* _EXERCISE INSTRUCTIONS_
Of all the entries below, retype only the lines from the one with "M341 4 342 47" through the one with "M679 2180 675", exactly as they appear.

Top of DATA TO PROCESS

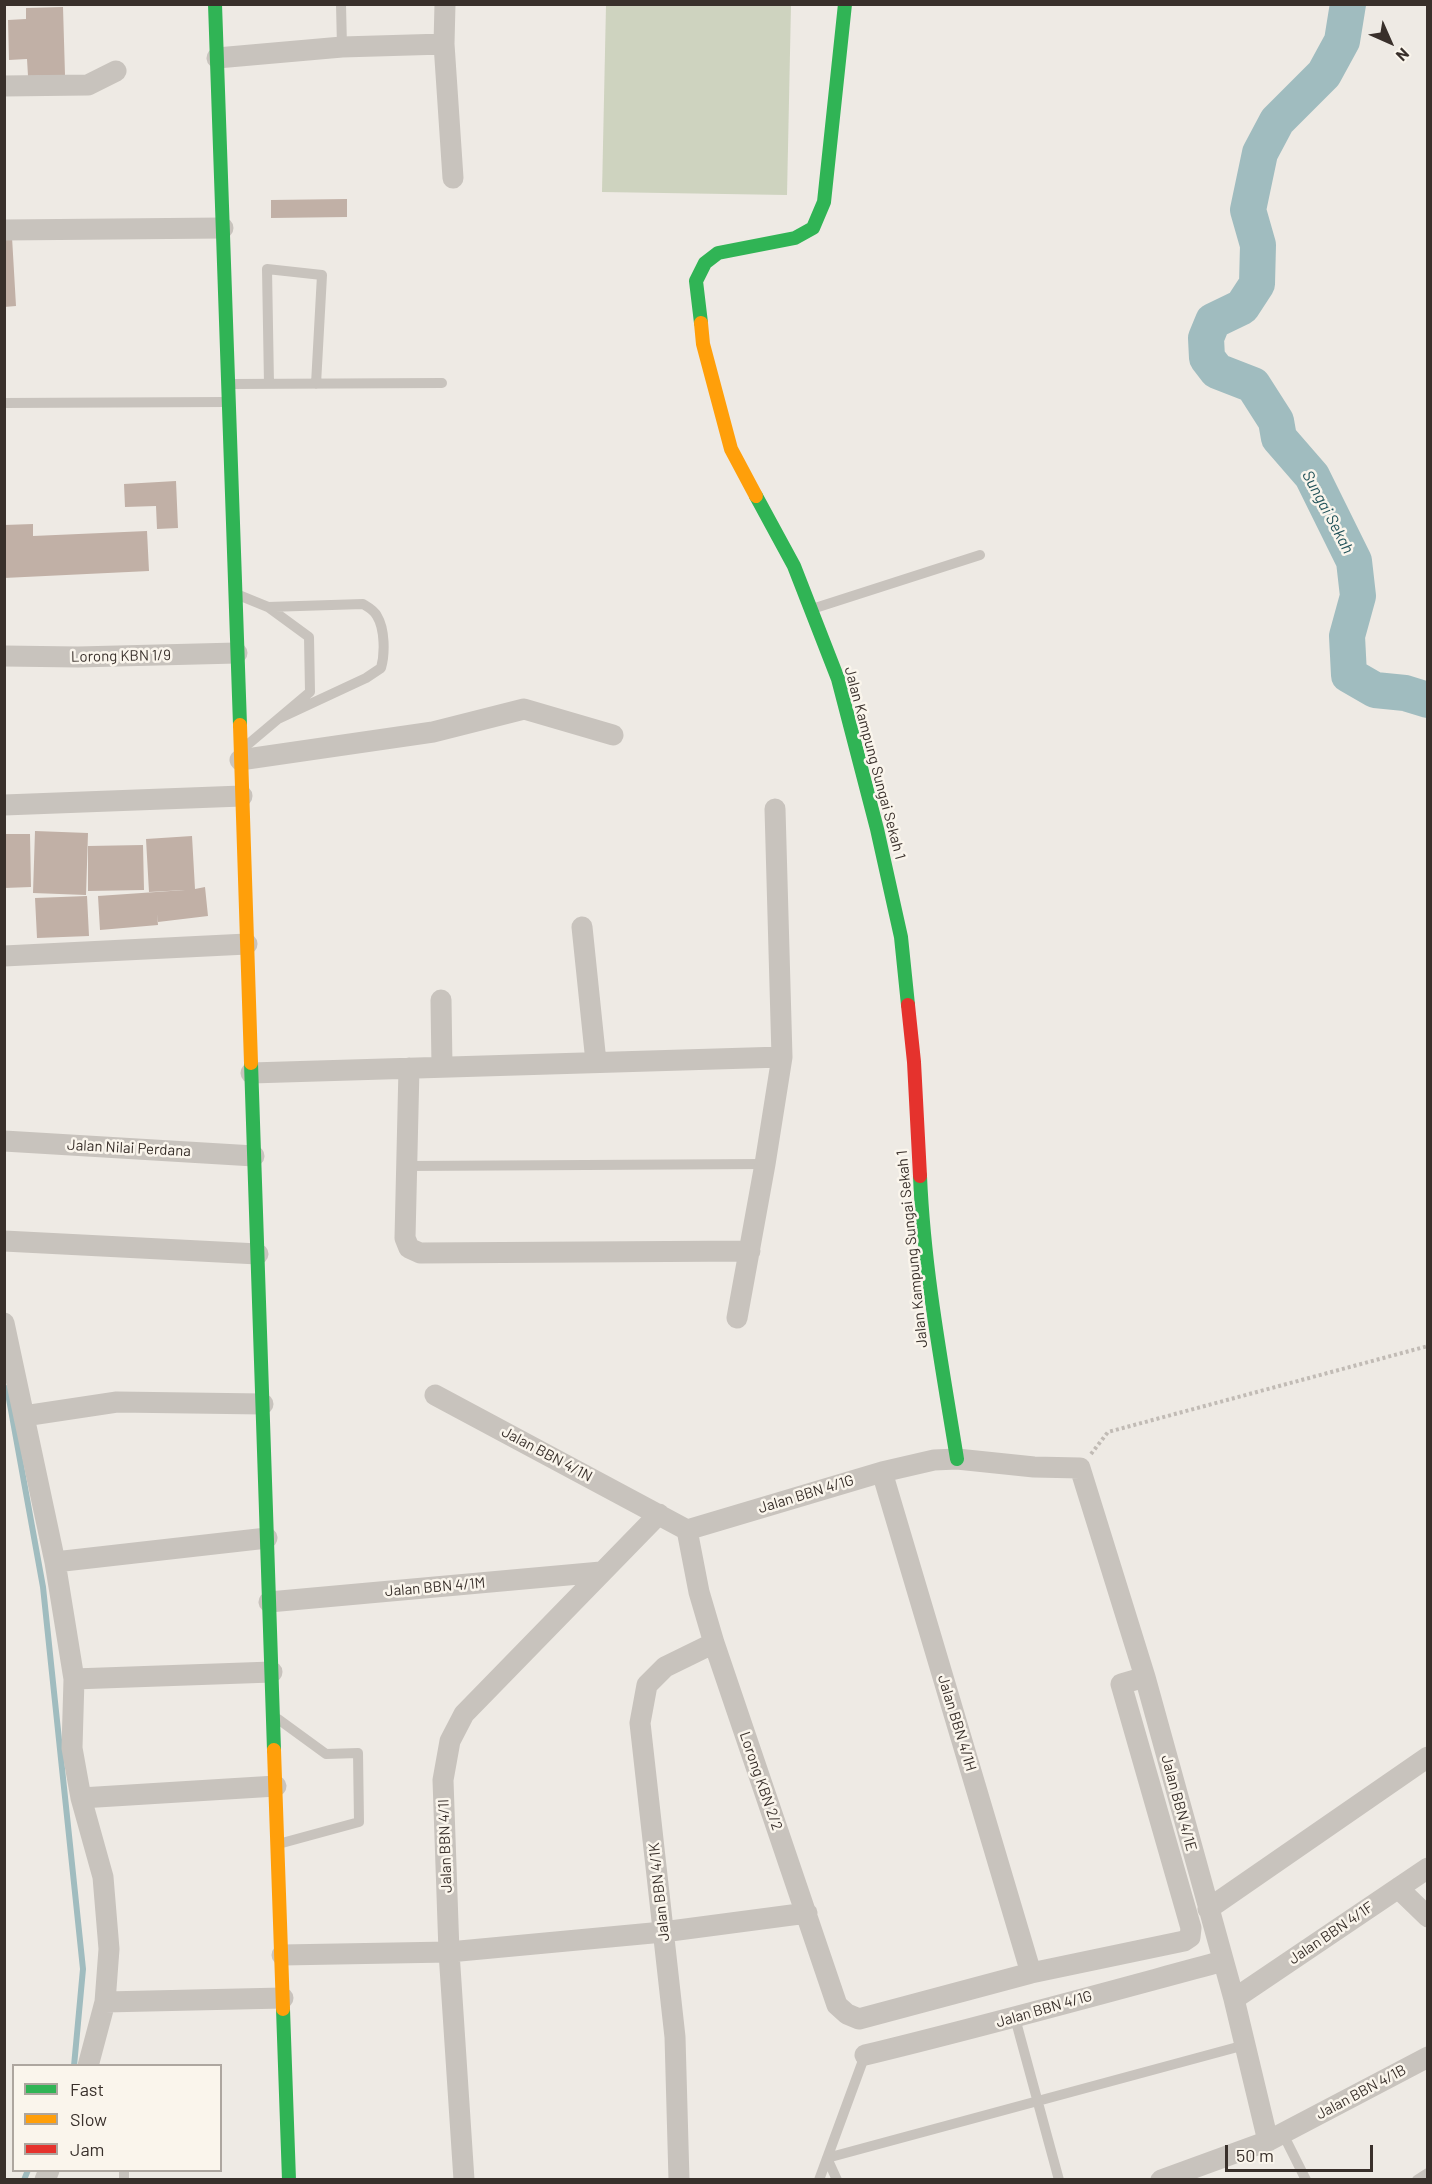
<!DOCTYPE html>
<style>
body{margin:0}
#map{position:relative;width:1432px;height:2184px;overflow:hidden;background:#eeeae4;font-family:Barlow,sans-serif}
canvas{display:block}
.frame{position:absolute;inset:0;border:6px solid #39302b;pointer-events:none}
.legend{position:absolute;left:12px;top:2064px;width:210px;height:108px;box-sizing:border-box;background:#faf5ec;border:2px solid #ada69f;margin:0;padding:8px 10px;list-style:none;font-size:18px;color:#39302b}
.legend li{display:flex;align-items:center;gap:12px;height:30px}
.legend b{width:30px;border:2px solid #ada69f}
.north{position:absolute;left:1360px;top:12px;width:60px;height:60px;-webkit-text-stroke:4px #faf5ec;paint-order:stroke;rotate:135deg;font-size:16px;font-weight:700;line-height:24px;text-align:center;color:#39302b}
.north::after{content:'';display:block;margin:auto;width:21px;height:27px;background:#39302b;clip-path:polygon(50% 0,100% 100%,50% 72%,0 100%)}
.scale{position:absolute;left:1225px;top:2145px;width:148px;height:27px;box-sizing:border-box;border:3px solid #39302b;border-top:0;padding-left:8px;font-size:18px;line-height:21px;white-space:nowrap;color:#39302b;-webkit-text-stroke:4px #faf5ec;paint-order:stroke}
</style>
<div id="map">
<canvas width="1432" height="2184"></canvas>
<div class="frame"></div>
<ul class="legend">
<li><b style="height:8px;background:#30b455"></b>Fast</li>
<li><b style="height:8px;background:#ff9f0a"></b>Slow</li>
<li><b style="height:8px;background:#e5322d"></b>Jam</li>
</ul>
<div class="north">N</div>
<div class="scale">50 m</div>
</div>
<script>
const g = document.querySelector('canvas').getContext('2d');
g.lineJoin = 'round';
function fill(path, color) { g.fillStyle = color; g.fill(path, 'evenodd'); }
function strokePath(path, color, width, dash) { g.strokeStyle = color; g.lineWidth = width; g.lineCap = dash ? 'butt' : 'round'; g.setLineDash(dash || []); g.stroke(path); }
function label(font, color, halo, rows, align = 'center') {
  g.font = font + ' Barlow,sans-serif'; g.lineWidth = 5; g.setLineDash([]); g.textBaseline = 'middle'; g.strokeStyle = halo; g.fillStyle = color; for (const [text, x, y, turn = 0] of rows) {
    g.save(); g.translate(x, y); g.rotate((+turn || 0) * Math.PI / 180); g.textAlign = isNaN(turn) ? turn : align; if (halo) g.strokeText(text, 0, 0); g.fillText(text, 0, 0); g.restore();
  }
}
fill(new Path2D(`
 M606 5H791L787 195 602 192Z`), '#ced3bf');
strokePath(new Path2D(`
 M7 1388 43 1587 83 1969 74 2066
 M24 2180 28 2170`), '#a0bcbf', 6);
strokePath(new Path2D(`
 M1348 4 1342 41 1324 74 1277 121 1260 153 1248 210 1258 245 1257 284 1242 307 1213 321 1206 338 1207 358 1217 371 1253 385 1276 421 1279 438 1312 476 1354 561 1358 596 1347 636 1349 675 1375 690 1405 693 1428 700`), '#a0bcbf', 36);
fill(new Path2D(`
 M63 7 65 75 28 76 27 59 9 60 8 20 26 19V8Z
 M347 199V217L271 218V200Z
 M4 237H12L16 306 4 307Z
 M176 481 178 528 157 529 156 506 125 507 124 484Z
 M33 524V536L147 531 149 571 4 578V525Z
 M35 831 88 833 86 895 33 893Z
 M4 834H30L31 887 4 888Z
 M192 836 195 889 205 887 208 916 158 922 157 914 158 925 100 930 98 896 185 890 149 892 146 839Z
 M143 845 144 890 88 891V846Z
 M87 896 89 936 37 938 35 898Z`), '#c1b0a6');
strokePath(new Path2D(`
 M1091 1454 1108 1432 1428 1346`), '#c1bbb5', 4, [3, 3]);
strokePath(new Path2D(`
 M341 4 342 47
 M232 384 442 383
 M269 384 267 269 322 275 316 384
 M4 403 226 402
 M241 596 268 607 309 637 310 692 246 746
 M268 607 363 604C368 607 374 610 377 616 385 629 385 654 381 668L366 678 278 719
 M812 609 980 555
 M406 1166 765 1164
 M278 1719 326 1754 358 1753 359 1822 282 1843
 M1015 2018 1059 2180
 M1283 2134 1306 2180
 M124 2170V2180
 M819 2180 865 2055
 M837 2180 827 2158 1245 2045
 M1417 2180 1428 2173`), '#c8c3bd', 10);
strokePath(new Path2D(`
 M445 4 444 44 453 178
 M217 58 342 47 444 44
 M4 86 88 85 116 71
 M4 230 223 228
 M4 656 78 657 237 653
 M240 760 433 732 524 709 613 735
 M4 805 242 796
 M582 927 596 1062
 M4 956 247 944
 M441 1000 442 1067
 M409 1068 405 1238 409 1248 420 1253 750 1251
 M251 1073 782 1057
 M4 1141 254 1156
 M4 1241 258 1254
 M737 1318 765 1164 782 1057 775 809
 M4 1323 55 1562 74 1679 72 1748 81 1798 103 1877 109 1949 105 2002 88 2066
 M435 1395 687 1530 882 1472 934 1460 957 1459 1034 1467 1080 1468 1145 1677 1234 1999 1268 2141
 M24 1416 117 1402 263 1404
 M882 1472 1031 1973
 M687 1530 699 1592 714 1643 837 2005 847 2014 859 2019 1031 1973 1184 1941 1190 1937 1191 1928 1121 1684 1145 1677
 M55 1562 267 1538
 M269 1602 601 1572
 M74 1679 272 1672
 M81 1798 276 1786
 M1398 1888 1428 1917
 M1208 1909 1428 1757
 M282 1955 449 1952 663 1932 807 1913
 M1234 1999 1428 1868
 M105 2002 283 1998
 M865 2055C985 2026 1104 1993 1223 1961
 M45 2180 49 2170
 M464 2180 449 1952 443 1780 450 1741 464 1714 659 1514
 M679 2180 675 2037 640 1723 647 1685 665 1667 714 1643
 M1161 2180 1268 2141 1428 2057`), '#c8c3bd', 21);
strokePath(new Path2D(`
 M215 4 240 725
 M701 323 696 281 705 263 718 253 795 238 813 228 824 202 845 4
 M756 496 794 566 838 679 877 829 901 937 908 1005
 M251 1063 274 1750
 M920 1176C924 1271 942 1366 957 1459
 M283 2009 289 2180`), '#30b455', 14);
strokePath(new Path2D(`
 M701 323 703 344 731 449 756 496
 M240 725 251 1063
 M274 1750 283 2009`), '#ff9f0a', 14);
strokePath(new Path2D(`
 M908 1005 914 1062 920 1176`), '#e5322d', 14);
label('15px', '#39302b', '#faf5ec', [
 ["Lorong KBN 1/9",121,656,-1],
 ["Jalan Kampung Sungai Sekah 1",875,763,75],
 ["Jalan Nilai Perdana",129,1148,3],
 ["Jalan Kampung Sungai Sekah 1",912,1249,-96],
 ["Jalan BBN 4/1N",547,1454,28],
 ["Jalan BBN 4/1G",806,1494,-17],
 ["Jalan BBN 4/1M",435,1587,-5],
 ["Jalan BBN 4/1H",957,1723,73],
 ["Lorong KBN 2/2",761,1781,71],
 ["Jalan BBN 4/1E",1179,1803,75],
 ["Jalan BBN 4/1I",445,1846,-92],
 ["Jalan BBN 4/1K",659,1892,-96],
 ["Jalan BBN 4/1F",1331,1933,-34],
 ["Jalan BBN 4/1G",1044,2009,-16],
 ["Jalan BBN 4/1B",1361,2092,-28]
]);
label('italic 16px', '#215259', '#faf5ec', [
 ["Sungai Sekah",1328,512,62]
]);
</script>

Bottom of DATA TO PROCESS

* _OUTPUT OF THE TASK_
 M341 4 342 47
 M232 384 442 383
 M269 384 267 269 322 275 316 384
 M4 403 226 402
 M241 596 268 607 309 637 310 692 246 746
 M268 607 363 604C368 607 374 610 377 616 385 629 385 654 381 668L366 678 278 719
 M812 609 980 555
 M406 1166 765 1164
 M278 1719 326 1754 358 1753 359 1822 282 1843
 M1015 2018 1059 2180
 M1283 2134 1306 2180
 M124 2170V2180
 M819 2180 865 2055
 M837 2180 827 2158 1245 2045
 M1417 2180 1428 2173`), '#c8c3bd', 10);
strokePath(new Path2D(`
 M445 4 444 44 453 178
 M217 58 342 47 444 44
 M4 86 88 85 116 71
 M4 230 223 228
 M4 656 78 657 237 653
 M240 760 433 732 524 709 613 735
 M4 805 242 796
 M582 927 596 1062
 M4 956 247 944
 M441 1000 442 1067
 M409 1068 405 1238 409 1248 420 1253 750 1251
 M251 1073 782 1057
 M4 1141 254 1156
 M4 1241 258 1254
 M737 1318 765 1164 782 1057 775 809
 M4 1323 55 1562 74 1679 72 1748 81 1798 103 1877 109 1949 105 2002 88 2066
 M435 1395 687 1530 882 1472 934 1460 957 1459 1034 1467 1080 1468 1145 1677 1234 1999 1268 2141
 M24 1416 117 1402 263 1404
 M882 1472 1031 1973
 M687 1530 699 1592 714 1643 837 2005 847 2014 859 2019 1031 1973 1184 1941 1190 1937 1191 1928 1121 1684 1145 1677
 M55 1562 267 1538
 M269 1602 601 1572
 M74 1679 272 1672
 M81 1798 276 1786
 M1398 1888 1428 1917
 M1208 1909 1428 1757
 M282 1955 449 1952 663 1932 807 1913
 M1234 1999 1428 1868
 M105 2002 283 1998
 M865 2055C985 2026 1104 1993 1223 1961
 M45 2180 49 2170
 M464 2180 449 1952 443 1780 450 1741 464 1714 659 1514
 M679 2180 675 2037 640 1723 647 1685 665 1667 714 1643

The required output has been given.